At first we had to cut up his food and wheel him around, just as we had when he was a toddler and it was strange how our relationship changed so dramatically and so quickly.

He was like the small boy he had been, very loving and friendly and vulnerable. He was fighting for survival of course, but it was strangely welcoming to be needed again, albeit it goes without saying that I would clearly have preferred him not to have the accident in the first place.

We got a dog long before I’d read this quote from the late Nora Ephron, a brilliant, insightful and funny American scriptwriter and essayist.

“When your children are teenagers, it’s important to have a dog so that someone in the house is happy to see you”

Nearly two years ago, we got a rescue dog, Ava, and although she came at the exact time our then 15-year-old first started to push away, this was not a conscious decision; in fact we got her because my daughter wanted a dog so badly.

Ava wants to be with me at all times, and this suits me very well.
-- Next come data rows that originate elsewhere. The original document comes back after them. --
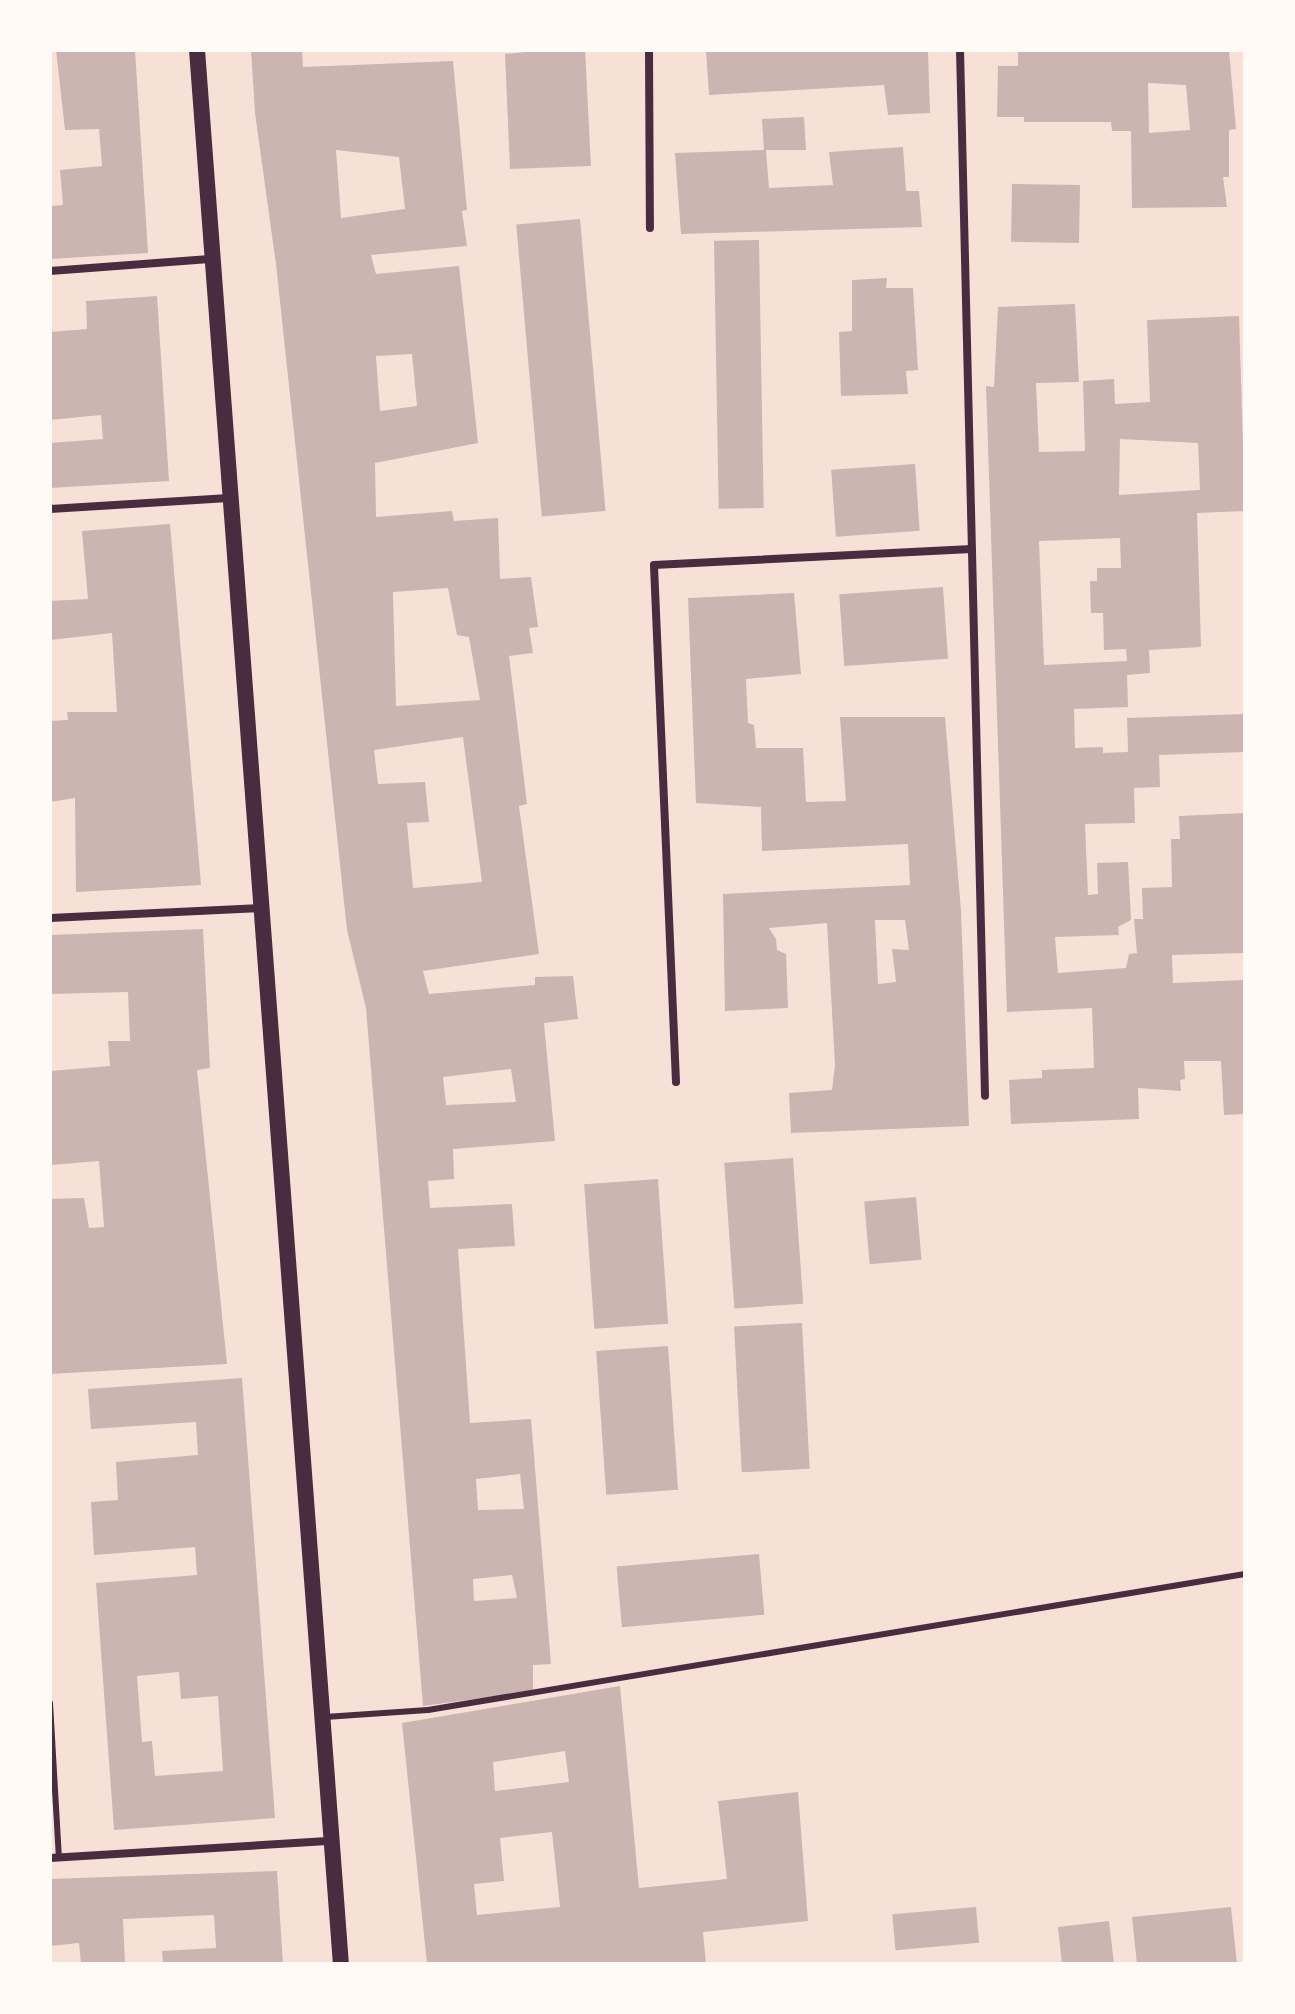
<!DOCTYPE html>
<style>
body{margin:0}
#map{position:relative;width:1295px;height:2014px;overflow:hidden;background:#f7e1d7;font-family:Ubuntu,sans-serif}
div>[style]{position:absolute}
.building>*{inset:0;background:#ccb4b1;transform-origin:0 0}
.service>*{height:6px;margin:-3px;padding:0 3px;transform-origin:3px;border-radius:3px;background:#4a2c40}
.minor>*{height:8px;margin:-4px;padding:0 4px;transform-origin:4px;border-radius:4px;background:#4a2c40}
.secondary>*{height:16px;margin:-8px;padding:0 8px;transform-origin:8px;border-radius:8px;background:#4a2c40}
span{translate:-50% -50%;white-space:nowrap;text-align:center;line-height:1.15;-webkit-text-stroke:7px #fffaf5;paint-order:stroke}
.frame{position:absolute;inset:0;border:52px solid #fffaf5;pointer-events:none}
</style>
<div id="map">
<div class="building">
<div style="clip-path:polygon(56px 50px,135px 50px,148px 253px,50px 259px,50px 206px,63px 205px,60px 170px,102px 166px,99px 129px,65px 130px)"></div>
<div style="clip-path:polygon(evenodd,251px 50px,302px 50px,303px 67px,453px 61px,467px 210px,462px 211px,467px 246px,371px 255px,376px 274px,459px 266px,478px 443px,375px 463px,376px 517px,452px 511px,454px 521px,498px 518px,500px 579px,531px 577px,538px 627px,529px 628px,533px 653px,509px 656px,527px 804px,519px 806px,539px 954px,423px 971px,429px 994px,535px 985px,535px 977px,573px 976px,578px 1019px,544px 1023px,555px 1141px,453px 1149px,454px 1179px,428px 1181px,430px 1208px,512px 1204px,515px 1246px,458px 1249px,470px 1423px,531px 1419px,551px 1664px,533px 1665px,533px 1691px,423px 1706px,366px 1008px,347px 930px,276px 264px,255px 113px,251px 50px,336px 150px,399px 157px,405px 209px,341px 218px,336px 150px,251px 50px,412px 354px,417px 406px,380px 411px,376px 356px,412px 354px,251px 50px,448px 588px,457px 635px,469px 637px,480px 700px,396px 706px,393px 592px,448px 588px,251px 50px,463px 737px,482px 882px,413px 888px,407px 823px,429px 822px,425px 782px,378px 784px,374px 750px,463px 737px,251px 50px,511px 1069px,516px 1102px,446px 1105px,443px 1077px,511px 1069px,251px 50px,520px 1474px,524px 1509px,478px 1510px,476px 1479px,520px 1474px,251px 50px,512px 1575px,517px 1598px,474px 1601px,473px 1579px,512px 1575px)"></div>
<div style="clip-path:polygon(548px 50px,585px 50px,591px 166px,510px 169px,505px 54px)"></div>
<div style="clip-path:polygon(706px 50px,928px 50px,930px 113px,888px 115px,884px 85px,709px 95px)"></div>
<div style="clip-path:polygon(evenodd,1018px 50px,1229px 50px,1236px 129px,1229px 130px,1229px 177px,1223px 177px,1227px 207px,1132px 208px,1131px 131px,1112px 131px,1111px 122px,1024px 122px,1024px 117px,997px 117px,998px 66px,1018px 66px,1018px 50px,1148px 83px,1186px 85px,1190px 130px,1149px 133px,1148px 83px)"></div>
<div style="clip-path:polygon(804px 117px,806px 150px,766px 150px,769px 188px,833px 185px,829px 152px,903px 147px,906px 191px,919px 191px,922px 227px,681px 234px,675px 153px,764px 150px,762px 119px)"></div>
<div style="left:1080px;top:185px;width:58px;height:68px;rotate:91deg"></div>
<div style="left:580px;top:219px;width:293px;height:64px;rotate:85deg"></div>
<div style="left:759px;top:240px;width:268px;height:45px;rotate:89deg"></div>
<div style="clip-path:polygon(887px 278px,886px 288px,913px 288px,918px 370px,906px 371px,908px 394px,841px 396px,839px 332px,852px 331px,852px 280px)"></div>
<div style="clip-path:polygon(157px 296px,169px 481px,50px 488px,50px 443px,103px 439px,101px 415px,50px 420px,50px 332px,87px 329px,86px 301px)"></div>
<div style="clip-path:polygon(evenodd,1075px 304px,1079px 382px,1036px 383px,1039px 452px,1085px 451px,1083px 381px,1114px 379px,1115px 404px,1150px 402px,1147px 320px,1239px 316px,1245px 511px,1197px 513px,1201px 647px,1149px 650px,1150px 673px,1127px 675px,1128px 707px,1074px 709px,1075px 748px,1103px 747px,1103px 753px,1128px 752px,1127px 718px,1245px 714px,1245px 752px,1159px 755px,1160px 787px,1134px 788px,1135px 823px,1085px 824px,1088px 895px,1098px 894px,1097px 863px,1128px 862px,1131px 920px,1118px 927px,1119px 935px,1055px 937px,1058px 973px,1126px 968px,1129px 954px,1137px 953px,1134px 919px,1143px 919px,1142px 888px,1172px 887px,1171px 839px,1180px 839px,1179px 816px,1245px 813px,1245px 953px,1172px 955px,1173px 983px,1245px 980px,1245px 1114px,1224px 1115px,1221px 1061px,1184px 1061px,1185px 1079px,1180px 1080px,1181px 1091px,1138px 1088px,1139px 1119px,1011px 1124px,1009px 1080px,1042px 1078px,1042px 1070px,1094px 1068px,1092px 1008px,1007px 1012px,986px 386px,994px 387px,998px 307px,1075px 304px,1120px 439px,1198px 443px,1200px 490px,1119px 495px,1120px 439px,1075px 304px,1120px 538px,1121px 568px,1097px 568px,1097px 581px,1090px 581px,1091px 613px,1103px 613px,1104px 650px,1126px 649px,1127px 661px,1044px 665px,1039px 541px,1120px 538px)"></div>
<div style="left:915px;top:464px;width:67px;height:84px;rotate:86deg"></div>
<div style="clip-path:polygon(170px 524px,201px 885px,76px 892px,75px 798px,50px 802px,50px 721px,68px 720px,67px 712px,117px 712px,112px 633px,50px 640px,50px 601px,88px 599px,82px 531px)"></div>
<div style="left:943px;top:587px;width:72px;height:104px;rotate:86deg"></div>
<div style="clip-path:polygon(evenodd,794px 593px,801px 674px,746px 679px,748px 723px,754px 725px,756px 748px,803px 748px,806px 802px,846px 801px,840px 717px,945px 717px,961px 911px,969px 1126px,791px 1133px,789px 1093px,832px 1090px,835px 1065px,827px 923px,769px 928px,776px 939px,777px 950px,786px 954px,788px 1008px,725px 1011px,723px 894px,910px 885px,908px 844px,762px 851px,761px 807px,696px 803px,688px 598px,794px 593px,875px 920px,905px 920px,909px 950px,892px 949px,896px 982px,878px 984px,875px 920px)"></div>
<div style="clip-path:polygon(203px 929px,210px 1068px,197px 1070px,227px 1364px,50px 1374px,50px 1199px,84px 1198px,89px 1228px,104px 1227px,99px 1161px,50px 1165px,50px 1071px,110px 1066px,108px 1041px,130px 1041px,128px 992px,50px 994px,50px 935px)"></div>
<div style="left:793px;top:1158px;width:146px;height:69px;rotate:86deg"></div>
<div style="left:658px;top:1179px;width:145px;height:74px;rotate:86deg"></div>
<div style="left:916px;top:1197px;width:63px;height:52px;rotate:85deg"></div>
<div style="left:802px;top:1323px;width:146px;height:68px;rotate:87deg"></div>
<div style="left:668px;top:1346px;width:144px;height:72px;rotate:86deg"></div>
<div style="clip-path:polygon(evenodd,242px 1378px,275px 1818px,114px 1830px,96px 1583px,197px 1575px,195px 1547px,94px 1555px,91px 1502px,118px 1500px,116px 1462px,198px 1455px,196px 1422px,91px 1429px,88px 1389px,242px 1378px,179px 1672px,181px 1699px,218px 1696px,223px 1771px,155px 1776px,152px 1741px,142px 1742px,137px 1676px,179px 1672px)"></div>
<div style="left:759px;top:1554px;width:61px;height:143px;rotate:85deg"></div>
<div style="clip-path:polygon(evenodd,620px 1686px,639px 1888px,727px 1879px,718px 1801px,798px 1792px,808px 1921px,703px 1932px,706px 1964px,427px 1964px,402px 1723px,620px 1686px,565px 1751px,569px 1782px,495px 1791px,493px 1762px,565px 1751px,620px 1686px,552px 1832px,560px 1907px,477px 1915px,474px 1884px,504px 1881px,500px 1838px,552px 1832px)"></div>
<div style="clip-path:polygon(277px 1871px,283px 1964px,163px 1964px,162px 1951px,216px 1948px,214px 1915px,123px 1919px,125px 1964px,81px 1964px,79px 1943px,50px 1946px,50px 1879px)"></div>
<div style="left:976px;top:1907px;width:36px;height:84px;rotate:85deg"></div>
<div style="clip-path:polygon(1231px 1907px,1237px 1964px,1137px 1964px,1132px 1917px)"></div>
<div style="clip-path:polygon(1109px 1921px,1114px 1964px,1062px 1964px,1058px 1927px)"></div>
</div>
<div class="service">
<div style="left:50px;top:1703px;width:154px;rotate:86.7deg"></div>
<div style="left:325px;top:1717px;width:103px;rotate:-3.9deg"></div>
<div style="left:428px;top:1710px;width:828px;rotate:-9.45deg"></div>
</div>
<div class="minor">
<div style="left:649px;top:50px;width:178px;rotate:89.7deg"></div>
<div style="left:960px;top:50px;width:1046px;rotate:88.63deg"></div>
<div style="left:50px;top:271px;width:160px;rotate:-4.3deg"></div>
<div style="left:50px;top:509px;width:179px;rotate:-3.5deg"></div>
<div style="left:50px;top:918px;width:211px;rotate:-2.7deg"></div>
<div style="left:676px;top:1082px;width:517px;rotate:-92.44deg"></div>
<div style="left:654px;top:565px;width:318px;rotate:-2.9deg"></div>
<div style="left:50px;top:1858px;width:282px;rotate:-3.5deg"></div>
</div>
<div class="secondary">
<div style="left:197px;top:50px;width:1919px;rotate:85.7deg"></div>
</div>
<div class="frame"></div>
</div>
It’s softened the pain to be around a sweet dog who undeniably needs you for everything and who will always be pleased to see you and want to be with you, unlike our teenage children who increasingly prefer the company of their friends.

My 14-year-old daughter can be the classic teen with the untidy room, forgetting to put her endless cereal bowls in the dishwasher, eating too many snacks and not enough real food, losing things, walking around in a daze and being rude, but she is still fundamentally with us and confides in me.

I have learnt to be happy to chat or laugh or hang out with him on the rare occasions he is willing

I asked her what she found annoying about her parents and she replied that we are on the whole pretty ‘chill’, and that she wouldn’t like it if we allowed her to do exactly as she wants, like a girl in her year at school.

This will no doubt change as she gets older and wants more freedom.

I miss my son though:
I miss holding his hand.
I miss hearing about his life.
I miss spending time with him.

Having said that there are rare glimpses of good times and I have learnt to be happy to chat or laugh or hang out with him on the rare occasions he is willing.

I take pleasure in those moments and as the months go on, I am becoming more adept at grabbing them and going with the flow.

Finally, these are my top tips to get through these years:

1. ‘This too shall pass.’ (They won’t be teenagers for ever)
2. Listen to what they want and if it doesn’t feel right, try to come to some compromise
3. Get a dog, or find a new hobby
4. Keep lines of communication open. Don’t show you are shocked by some of the things they say. Don’t let the relationship become intractably impossible
5. Keep loving them, however hurt or upset you are. Remember they have to separate
6. Remember how much you wanted to be with your peers and not your parents when you were their age
7. Don’t confront them every time they grace you with their presence
8. See the funny side. Their behaviour can be such a cliché
9. Knock before you enter their room
10. Don’t have expectations that they want to spend any time with you
11. Remember, you are not alone.

Kate Morris
Kate Morris lives in London with her husband, the photographer, Luke White, children, Jude 17, and Belle 14, two cats, Boe and Cuba, and one rescue dog, Ava. Kate is the author of three novels and has contributed as a journalist to The Guardian, The Times, The Observer and The Spectator, amongst many others.